The home did not have a registered manager. A registered manager is a person who has registered with the Care Quality Commission to manage the service. Like registered providers, they are ‘registered persons’. Registered persons have legal responsibility for meeting the requirements in the Health and Social Care Act 2008 and associated Regulations about how the service is run. Although a manager was in post they had not applied for registration with the Commission. There had not been a registered manager for over six months which put the registered provider in breach of their conditions of registration. There was a manager in place who had been working in the home for several months.

People living at Ascot Lodge were not consistently safe. We found that the registered provider was not using the information they had gathered about people to help plan their care, assess risks or protect people from avoidable harm. There were inadequate numbers of staff on duty to provide people with the support they required and to help people stay safe. You can see what action we told the provider to take at the back of the full version of the report.

Medicines were being well managed and we found people were receiving their prescribed medicines at the correct time, in the correct dose.

The registered provider was not complying with the requirements of the Mental Capacity Act 2005. Staff we met told us that they did not have the knowledge required to enable them to work confidently or competently within the act however staff had changed some of their practices in an attempt to comply with the act. This had resulted in people being placed at increased risk of harm.

People had been supported to attend healthcare appointments and some people had made significant improvements to their health. However the systems in place to monitor and evaluate people’s health were not good enough to identify if people were receiving care which met their needs.

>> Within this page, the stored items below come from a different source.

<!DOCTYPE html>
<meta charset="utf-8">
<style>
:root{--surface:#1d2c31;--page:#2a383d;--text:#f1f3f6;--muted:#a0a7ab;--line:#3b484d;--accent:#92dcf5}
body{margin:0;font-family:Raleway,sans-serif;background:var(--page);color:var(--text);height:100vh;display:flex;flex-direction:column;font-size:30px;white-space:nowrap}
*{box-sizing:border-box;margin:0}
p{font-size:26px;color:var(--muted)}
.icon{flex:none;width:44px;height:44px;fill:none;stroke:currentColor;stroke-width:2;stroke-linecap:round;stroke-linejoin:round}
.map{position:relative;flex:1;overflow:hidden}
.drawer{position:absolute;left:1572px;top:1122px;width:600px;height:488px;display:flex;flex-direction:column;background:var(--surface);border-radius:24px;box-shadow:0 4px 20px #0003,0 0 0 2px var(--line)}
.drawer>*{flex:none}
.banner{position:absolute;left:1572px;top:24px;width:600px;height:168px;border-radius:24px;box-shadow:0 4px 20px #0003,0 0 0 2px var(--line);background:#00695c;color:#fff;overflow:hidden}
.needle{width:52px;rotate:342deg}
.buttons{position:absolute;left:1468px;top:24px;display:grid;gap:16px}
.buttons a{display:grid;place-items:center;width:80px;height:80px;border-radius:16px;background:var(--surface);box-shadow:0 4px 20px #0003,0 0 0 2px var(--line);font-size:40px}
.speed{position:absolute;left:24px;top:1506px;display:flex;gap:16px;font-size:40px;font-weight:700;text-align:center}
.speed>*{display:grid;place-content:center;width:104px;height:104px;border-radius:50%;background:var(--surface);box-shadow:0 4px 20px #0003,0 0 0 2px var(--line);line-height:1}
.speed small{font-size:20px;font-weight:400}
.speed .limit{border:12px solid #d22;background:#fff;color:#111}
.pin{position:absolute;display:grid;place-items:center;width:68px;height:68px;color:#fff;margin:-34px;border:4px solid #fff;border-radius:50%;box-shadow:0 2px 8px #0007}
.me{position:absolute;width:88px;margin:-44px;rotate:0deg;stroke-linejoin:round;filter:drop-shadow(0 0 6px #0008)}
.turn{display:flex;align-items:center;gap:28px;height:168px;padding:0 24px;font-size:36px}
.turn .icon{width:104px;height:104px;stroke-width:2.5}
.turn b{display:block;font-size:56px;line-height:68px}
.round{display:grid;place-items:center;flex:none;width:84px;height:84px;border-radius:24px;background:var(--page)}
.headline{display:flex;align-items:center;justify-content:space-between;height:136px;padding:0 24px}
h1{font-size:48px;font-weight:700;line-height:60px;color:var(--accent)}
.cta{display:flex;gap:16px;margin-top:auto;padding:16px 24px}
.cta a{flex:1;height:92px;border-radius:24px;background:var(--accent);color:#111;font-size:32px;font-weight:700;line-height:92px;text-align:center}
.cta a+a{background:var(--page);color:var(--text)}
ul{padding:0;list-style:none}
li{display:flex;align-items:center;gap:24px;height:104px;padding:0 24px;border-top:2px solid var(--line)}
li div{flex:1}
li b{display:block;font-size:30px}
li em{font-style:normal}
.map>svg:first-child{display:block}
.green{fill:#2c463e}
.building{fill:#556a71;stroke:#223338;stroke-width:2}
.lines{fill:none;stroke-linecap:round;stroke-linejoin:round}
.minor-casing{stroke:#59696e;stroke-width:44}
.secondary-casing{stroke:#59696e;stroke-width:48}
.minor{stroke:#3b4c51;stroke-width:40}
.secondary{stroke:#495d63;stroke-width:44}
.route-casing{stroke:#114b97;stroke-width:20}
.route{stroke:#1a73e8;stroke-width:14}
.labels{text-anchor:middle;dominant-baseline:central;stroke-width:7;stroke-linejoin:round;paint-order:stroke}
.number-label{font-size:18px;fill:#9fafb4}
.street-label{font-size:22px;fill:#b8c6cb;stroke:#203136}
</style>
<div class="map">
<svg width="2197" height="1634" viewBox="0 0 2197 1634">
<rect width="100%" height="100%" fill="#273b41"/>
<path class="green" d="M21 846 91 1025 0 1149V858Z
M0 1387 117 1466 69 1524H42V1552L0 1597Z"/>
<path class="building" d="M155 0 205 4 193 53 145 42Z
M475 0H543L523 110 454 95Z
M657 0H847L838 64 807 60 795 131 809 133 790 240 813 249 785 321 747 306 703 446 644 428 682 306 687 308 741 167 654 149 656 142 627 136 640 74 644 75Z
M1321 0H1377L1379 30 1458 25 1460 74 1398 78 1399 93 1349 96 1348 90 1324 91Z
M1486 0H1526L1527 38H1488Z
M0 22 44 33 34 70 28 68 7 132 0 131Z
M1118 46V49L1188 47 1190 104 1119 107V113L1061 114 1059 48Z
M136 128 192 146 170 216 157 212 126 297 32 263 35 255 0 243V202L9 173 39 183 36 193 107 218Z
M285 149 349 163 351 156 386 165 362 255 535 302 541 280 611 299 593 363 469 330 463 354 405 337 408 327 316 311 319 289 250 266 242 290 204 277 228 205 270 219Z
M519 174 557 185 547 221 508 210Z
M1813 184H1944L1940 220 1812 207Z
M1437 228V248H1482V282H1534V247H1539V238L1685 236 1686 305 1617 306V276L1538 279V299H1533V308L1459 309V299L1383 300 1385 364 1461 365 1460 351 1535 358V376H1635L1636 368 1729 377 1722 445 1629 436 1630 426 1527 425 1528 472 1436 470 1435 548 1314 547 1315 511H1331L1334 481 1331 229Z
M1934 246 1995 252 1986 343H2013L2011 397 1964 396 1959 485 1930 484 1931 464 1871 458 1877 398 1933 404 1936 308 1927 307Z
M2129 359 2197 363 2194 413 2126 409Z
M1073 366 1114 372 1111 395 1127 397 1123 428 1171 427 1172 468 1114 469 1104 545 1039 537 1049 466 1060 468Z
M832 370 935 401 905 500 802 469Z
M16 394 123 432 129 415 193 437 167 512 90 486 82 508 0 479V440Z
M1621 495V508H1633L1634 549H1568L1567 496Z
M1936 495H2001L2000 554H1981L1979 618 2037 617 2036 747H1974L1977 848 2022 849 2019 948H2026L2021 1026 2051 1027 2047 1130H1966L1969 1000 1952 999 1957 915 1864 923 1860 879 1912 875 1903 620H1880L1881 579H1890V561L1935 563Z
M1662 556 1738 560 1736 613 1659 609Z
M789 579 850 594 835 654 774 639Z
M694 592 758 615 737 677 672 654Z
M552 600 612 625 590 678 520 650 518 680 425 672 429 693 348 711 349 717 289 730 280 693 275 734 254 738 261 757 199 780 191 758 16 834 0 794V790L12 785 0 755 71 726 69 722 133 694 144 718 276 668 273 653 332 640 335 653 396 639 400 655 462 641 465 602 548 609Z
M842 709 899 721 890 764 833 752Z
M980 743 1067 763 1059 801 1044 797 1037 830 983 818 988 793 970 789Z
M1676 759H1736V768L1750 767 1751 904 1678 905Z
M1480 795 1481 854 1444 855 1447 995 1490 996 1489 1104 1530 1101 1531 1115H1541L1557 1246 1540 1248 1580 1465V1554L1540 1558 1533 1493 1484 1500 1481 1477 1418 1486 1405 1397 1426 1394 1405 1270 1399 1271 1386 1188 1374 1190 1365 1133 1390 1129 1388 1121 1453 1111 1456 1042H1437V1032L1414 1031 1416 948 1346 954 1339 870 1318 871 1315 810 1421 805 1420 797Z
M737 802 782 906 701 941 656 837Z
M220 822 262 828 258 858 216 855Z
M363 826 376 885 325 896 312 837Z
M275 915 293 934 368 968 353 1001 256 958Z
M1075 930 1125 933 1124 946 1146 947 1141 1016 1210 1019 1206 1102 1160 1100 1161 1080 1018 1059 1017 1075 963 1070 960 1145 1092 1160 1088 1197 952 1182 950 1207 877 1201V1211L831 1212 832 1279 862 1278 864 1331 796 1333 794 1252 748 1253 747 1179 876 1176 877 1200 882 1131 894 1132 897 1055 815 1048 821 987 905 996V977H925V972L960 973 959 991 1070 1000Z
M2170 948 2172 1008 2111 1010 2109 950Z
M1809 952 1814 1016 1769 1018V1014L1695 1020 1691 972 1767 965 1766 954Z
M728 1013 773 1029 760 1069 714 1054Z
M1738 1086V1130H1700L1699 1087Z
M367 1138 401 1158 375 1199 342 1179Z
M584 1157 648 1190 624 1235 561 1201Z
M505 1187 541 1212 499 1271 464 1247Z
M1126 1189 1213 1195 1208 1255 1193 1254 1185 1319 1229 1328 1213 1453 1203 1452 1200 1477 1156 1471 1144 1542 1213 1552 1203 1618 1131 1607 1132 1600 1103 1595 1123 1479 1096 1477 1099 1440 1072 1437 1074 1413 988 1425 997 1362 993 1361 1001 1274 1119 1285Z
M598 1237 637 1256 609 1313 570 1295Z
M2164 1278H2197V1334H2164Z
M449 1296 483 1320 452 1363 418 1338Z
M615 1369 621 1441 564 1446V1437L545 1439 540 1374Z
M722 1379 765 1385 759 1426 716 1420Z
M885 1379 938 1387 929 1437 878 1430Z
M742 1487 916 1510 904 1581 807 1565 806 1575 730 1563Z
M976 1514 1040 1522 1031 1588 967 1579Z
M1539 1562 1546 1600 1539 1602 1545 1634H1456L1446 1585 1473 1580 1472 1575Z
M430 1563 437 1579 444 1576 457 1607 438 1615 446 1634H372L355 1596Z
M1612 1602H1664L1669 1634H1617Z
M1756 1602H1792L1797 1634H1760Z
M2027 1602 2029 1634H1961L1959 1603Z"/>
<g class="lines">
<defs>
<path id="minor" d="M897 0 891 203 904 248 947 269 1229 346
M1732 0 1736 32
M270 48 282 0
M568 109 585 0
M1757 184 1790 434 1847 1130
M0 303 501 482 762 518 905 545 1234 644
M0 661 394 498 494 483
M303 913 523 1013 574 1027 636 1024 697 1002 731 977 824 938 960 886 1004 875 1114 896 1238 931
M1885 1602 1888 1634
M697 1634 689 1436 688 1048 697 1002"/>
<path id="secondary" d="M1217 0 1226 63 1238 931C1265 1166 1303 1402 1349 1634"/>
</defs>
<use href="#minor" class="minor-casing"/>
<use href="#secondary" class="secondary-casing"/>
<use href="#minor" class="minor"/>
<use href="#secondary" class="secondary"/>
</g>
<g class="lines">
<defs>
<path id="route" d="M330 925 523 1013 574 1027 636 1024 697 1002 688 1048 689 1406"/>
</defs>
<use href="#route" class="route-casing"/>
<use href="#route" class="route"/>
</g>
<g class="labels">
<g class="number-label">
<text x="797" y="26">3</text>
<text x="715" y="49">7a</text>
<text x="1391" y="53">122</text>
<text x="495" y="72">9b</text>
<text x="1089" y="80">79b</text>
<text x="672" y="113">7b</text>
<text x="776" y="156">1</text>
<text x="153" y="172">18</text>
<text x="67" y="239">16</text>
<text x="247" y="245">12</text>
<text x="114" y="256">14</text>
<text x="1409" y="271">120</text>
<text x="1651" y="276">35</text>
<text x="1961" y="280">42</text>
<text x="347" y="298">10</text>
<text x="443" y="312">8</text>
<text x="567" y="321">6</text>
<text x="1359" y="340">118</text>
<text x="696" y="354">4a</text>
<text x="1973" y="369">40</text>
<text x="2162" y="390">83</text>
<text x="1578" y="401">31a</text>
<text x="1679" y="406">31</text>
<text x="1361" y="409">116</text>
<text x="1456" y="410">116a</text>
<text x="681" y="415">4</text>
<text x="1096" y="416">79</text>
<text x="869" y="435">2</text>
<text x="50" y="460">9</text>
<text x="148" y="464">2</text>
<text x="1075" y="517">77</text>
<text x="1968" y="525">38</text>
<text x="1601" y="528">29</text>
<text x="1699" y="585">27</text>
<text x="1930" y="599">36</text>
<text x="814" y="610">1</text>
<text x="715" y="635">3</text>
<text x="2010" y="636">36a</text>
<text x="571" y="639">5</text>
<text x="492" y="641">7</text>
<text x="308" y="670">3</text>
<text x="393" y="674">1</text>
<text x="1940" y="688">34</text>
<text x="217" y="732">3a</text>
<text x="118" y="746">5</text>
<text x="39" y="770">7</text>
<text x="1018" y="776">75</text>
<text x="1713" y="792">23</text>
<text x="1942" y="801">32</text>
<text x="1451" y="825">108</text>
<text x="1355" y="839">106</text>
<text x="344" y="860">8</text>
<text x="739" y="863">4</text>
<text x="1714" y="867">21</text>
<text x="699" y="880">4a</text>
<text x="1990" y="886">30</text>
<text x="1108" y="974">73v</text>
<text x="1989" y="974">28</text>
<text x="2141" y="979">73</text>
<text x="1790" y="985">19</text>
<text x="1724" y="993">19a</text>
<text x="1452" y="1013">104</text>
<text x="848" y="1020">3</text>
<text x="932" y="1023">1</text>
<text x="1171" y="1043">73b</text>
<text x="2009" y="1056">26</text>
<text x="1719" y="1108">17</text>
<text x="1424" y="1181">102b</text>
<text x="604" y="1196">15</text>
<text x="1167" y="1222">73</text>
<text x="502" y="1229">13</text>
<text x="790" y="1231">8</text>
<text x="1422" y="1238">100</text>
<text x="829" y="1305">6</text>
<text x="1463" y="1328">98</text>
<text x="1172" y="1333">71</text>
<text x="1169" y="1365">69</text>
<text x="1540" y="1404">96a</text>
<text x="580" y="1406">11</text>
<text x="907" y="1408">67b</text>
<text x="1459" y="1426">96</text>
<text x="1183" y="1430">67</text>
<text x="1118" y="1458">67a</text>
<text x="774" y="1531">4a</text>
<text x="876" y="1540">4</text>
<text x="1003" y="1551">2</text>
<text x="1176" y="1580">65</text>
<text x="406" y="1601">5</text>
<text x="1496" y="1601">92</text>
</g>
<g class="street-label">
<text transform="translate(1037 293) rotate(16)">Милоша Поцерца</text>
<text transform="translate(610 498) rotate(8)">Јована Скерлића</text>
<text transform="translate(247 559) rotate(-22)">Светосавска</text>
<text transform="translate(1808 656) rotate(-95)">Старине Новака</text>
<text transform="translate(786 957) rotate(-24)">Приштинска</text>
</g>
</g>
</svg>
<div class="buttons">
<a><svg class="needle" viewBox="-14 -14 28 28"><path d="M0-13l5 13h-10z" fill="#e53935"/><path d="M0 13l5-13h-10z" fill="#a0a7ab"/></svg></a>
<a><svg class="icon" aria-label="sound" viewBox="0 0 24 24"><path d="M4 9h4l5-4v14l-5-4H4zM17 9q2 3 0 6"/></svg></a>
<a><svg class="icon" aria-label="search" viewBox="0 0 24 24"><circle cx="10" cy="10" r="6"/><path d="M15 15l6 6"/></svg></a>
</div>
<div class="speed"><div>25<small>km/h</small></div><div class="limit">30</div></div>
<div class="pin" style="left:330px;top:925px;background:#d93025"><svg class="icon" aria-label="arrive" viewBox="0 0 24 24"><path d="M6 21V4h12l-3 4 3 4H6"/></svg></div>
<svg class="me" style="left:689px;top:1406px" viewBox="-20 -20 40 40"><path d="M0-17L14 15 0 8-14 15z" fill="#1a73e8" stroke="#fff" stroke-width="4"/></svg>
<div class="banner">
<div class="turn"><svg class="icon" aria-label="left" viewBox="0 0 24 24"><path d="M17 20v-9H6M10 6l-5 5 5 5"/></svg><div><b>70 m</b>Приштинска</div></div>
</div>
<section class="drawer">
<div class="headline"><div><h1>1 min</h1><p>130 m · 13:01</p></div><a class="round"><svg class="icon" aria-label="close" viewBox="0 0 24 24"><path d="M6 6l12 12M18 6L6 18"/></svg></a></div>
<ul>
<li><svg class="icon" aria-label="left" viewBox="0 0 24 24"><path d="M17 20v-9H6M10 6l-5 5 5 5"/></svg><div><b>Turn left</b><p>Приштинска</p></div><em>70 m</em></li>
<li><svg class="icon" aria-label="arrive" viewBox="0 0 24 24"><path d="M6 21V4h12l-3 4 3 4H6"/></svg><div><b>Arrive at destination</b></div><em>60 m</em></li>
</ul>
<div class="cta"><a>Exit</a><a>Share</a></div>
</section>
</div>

People were being supported to eat and drink a varied diet that was to their liking and met their cultural preferences.

People told us they valued the relationships they had built up with staff over time. We observed and heard caring and compassionate interactions between people and staff.

People had a variety of different activities they could do each day. These included attending day centres operated by the local authority and undertaking activities related to running a home. Although people were supported to pursue an interest or hobby that was of interest to them people did not have the opportunity to undertake some of the activities regularly.

The leadership of the service had not ensured people always got a safe and good quality service that met their needs. The registered provider had not ensured that the service met the specific needs of the people living at Ascot Lodge. You can see what action we told the provider to take at the back of the full version of the report.